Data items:
******

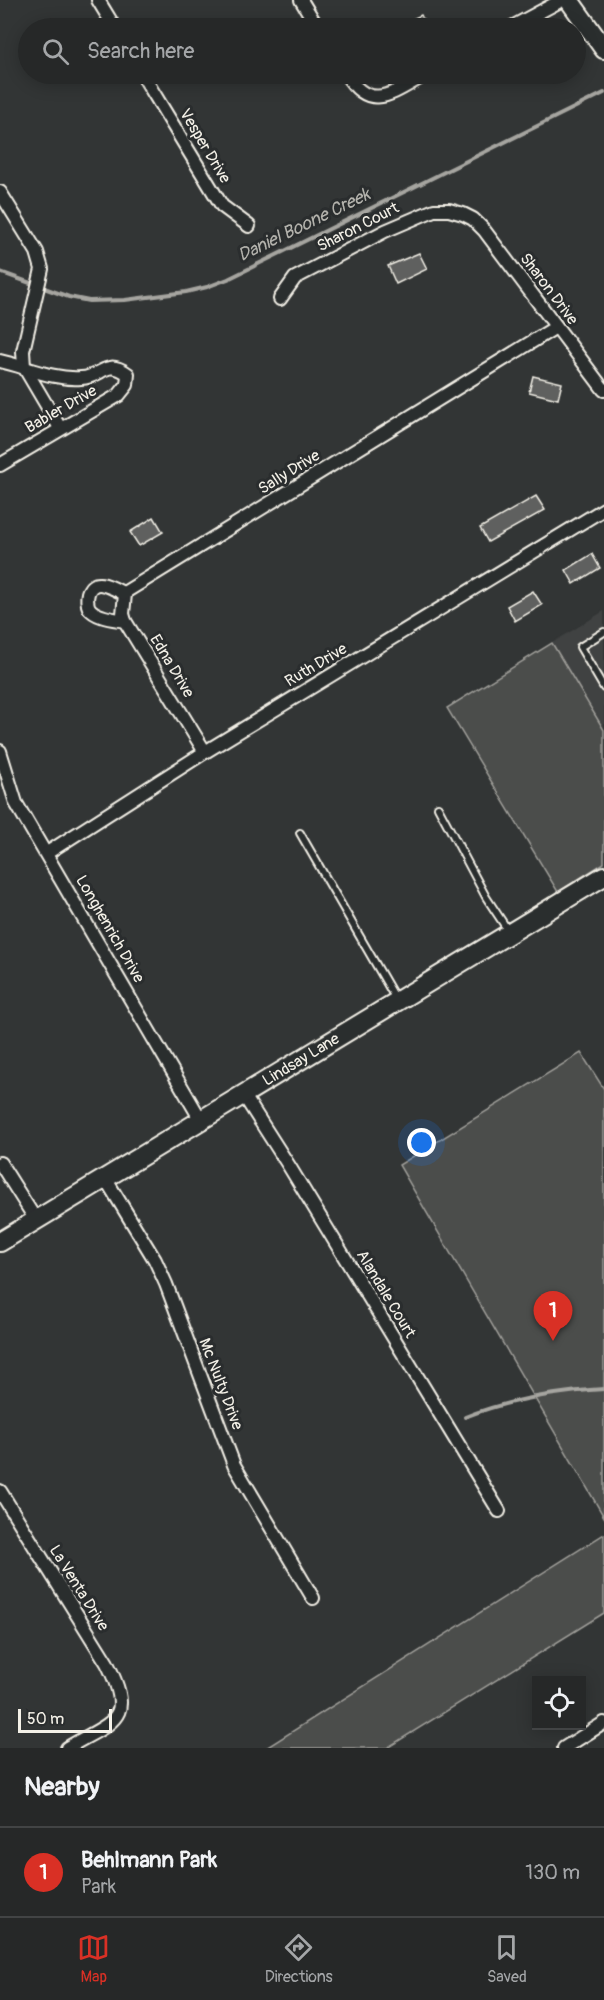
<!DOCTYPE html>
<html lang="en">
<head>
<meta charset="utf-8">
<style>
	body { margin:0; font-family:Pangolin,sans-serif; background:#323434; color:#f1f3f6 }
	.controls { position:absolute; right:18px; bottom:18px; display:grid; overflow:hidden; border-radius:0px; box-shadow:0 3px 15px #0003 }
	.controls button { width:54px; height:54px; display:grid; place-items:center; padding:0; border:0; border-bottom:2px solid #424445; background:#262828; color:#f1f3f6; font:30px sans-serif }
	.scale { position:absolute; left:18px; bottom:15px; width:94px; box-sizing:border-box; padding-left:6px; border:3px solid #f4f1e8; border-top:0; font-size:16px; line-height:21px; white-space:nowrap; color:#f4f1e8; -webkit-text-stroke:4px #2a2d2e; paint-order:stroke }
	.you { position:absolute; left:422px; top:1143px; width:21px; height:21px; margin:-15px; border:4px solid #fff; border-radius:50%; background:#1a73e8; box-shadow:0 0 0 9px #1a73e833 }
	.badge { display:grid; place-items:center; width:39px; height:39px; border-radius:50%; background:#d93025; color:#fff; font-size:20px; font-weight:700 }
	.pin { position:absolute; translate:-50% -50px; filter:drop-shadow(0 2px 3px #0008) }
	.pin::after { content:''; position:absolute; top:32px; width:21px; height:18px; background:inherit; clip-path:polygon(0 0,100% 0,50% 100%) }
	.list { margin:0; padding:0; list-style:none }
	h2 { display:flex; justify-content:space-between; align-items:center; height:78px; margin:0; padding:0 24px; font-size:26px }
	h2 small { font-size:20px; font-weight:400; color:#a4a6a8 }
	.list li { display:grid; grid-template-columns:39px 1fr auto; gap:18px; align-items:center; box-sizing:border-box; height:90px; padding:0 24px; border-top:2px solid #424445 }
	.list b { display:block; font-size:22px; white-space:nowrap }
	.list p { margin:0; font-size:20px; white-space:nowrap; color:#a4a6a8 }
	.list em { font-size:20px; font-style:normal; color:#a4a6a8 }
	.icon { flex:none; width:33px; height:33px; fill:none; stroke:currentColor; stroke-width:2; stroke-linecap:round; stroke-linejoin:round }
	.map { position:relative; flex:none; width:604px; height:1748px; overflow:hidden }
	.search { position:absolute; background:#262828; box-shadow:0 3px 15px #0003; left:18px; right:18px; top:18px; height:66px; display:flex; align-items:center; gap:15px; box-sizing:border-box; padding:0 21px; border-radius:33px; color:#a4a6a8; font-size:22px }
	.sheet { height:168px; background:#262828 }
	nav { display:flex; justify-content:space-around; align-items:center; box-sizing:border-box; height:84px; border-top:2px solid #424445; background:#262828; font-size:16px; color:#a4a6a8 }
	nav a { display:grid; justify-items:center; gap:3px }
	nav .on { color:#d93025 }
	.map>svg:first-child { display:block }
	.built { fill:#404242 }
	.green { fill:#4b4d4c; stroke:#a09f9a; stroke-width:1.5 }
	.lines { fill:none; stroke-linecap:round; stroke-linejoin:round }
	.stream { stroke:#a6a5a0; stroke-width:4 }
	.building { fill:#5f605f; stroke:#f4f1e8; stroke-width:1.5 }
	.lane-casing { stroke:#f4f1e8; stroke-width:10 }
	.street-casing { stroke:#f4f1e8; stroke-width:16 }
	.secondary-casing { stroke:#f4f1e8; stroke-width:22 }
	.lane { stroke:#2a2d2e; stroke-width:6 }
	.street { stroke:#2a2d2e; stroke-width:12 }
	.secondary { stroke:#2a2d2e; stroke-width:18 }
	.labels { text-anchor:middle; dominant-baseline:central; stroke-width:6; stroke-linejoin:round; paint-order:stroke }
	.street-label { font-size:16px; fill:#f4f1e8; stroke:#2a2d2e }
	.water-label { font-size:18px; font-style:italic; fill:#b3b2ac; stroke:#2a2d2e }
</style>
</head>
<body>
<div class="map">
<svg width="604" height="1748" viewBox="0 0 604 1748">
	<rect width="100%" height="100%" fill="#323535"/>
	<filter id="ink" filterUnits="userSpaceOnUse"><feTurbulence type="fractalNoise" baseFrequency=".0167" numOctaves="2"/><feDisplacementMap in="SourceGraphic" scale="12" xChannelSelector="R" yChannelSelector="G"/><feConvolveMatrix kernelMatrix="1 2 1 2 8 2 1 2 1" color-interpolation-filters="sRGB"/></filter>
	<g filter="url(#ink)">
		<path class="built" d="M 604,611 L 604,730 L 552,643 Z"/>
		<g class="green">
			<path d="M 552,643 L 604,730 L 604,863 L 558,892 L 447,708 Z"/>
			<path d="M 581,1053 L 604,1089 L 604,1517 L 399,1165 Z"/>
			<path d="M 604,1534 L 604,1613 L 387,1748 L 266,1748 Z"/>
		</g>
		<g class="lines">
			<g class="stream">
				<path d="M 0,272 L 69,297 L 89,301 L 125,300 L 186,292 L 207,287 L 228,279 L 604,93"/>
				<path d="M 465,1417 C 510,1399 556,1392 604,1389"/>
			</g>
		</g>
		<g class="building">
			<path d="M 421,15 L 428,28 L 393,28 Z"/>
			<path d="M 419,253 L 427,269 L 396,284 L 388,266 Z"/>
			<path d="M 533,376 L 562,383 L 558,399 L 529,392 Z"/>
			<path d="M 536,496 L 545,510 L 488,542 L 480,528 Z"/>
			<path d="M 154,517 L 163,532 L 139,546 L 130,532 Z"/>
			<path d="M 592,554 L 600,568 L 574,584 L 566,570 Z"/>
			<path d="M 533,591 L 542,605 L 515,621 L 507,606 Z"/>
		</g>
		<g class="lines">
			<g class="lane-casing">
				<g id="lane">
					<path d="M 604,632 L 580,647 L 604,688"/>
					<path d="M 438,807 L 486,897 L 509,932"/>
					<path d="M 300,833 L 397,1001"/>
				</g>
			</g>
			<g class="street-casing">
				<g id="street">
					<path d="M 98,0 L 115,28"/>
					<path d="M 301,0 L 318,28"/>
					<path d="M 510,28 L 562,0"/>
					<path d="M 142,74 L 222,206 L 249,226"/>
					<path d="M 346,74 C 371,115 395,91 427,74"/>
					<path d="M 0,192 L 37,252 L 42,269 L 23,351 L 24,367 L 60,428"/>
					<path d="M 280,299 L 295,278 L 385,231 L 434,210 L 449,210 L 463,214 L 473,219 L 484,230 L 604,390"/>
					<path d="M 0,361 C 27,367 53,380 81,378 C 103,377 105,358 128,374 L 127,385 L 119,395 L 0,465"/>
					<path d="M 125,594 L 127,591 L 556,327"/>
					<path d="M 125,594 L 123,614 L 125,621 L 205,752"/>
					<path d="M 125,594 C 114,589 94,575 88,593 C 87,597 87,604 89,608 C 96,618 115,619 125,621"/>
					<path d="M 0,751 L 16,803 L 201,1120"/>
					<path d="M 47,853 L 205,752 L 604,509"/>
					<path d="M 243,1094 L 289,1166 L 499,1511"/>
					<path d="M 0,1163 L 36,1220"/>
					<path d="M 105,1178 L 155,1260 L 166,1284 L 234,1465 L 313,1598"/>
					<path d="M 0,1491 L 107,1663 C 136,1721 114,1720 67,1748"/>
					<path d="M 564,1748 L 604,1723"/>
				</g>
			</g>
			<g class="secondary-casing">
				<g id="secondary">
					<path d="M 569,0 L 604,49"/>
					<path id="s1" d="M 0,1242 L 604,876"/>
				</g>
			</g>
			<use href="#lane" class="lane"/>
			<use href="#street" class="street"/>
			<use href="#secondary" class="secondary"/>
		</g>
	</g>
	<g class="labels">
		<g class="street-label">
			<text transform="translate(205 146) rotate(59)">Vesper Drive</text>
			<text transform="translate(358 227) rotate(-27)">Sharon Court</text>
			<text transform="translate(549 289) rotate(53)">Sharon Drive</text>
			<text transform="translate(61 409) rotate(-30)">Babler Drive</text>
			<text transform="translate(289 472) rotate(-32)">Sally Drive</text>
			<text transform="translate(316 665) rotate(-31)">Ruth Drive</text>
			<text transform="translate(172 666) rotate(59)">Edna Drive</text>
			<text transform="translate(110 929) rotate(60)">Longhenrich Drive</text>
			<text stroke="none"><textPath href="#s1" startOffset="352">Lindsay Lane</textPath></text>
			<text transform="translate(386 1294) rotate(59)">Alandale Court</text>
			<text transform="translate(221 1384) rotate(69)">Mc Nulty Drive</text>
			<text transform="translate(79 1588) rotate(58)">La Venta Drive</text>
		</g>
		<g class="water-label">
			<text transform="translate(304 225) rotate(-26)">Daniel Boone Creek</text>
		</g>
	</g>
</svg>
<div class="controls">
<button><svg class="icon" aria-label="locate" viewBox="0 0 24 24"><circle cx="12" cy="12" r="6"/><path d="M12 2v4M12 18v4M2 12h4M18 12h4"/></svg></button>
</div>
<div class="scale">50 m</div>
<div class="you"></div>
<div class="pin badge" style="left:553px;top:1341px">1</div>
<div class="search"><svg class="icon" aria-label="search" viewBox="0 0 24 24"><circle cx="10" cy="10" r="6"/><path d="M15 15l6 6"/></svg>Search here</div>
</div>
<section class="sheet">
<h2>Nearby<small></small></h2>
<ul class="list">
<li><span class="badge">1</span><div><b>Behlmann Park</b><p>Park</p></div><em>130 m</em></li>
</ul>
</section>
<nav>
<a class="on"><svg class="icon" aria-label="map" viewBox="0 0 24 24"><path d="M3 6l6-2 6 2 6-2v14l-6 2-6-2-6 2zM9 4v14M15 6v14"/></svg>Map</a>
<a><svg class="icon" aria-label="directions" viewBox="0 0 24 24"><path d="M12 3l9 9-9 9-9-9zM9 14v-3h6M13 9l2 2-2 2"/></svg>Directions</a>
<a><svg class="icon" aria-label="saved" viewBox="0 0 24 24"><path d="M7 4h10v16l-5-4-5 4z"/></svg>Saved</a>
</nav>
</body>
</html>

******

» **WHAT THE EXERCISE ASKS**:
Find "position:absolute; left:422px; top:1143px;" in the entries above and copy that whole line exactly, then each line after it through the line that contains "position:relative; flex:none; width:604px;".

» **SOLUTION TO THIS TASK**:
	.you { position:absolute; left:422px; top:1143px; width:21px; height:21px; margin:-15px; border:4px solid #fff; border-radius:50%; background:#1a73e8; box-shadow:0 0 0 9px #1a73e833 }
	.badge { display:grid; place-items:center; width:39px; height:39px; border-radius:50%; background:#d93025; color:#fff; font-size:20px; font-weight:700 }
	.pin { position:absolute; translate:-50% -50px; filter:drop-shadow(0 2px 3px #0008) }
	.pin::after { content:''; position:absolute; top:32px; width:21px; height:18px; background:inherit; clip-path:polygon(0 0,100% 0,50% 100%) }
	.list { margin:0; padding:0; list-style:none }
	h2 { display:flex; justify-content:space-between; align-items:center; height:78px; margin:0; padding:0 24px; font-size:26px }
	h2 small { font-size:20px; font-weight:400; color:#a4a6a8 }
	.list li { display:grid; grid-template-columns:39px 1fr auto; gap:18px; align-items:center; box-sizing:border-box; height:90px; padding:0 24px; border-top:2px solid #424445 }
	.list b { display:block; font-size:22px; white-space:nowrap }
	.list p { margin:0; font-size:20px; white-space:nowrap; color:#a4a6a8 }
	.list em { font-size:20px; font-style:normal; color:#a4a6a8 }
	.icon { flex:none; width:33px; height:33px; fill:none; stroke:currentColor; stroke-width:2; stroke-linecap:round; stroke-linejoin:round }
	.map { position:relative; flex:none; width:604px; height:1748px; overflow:hidden }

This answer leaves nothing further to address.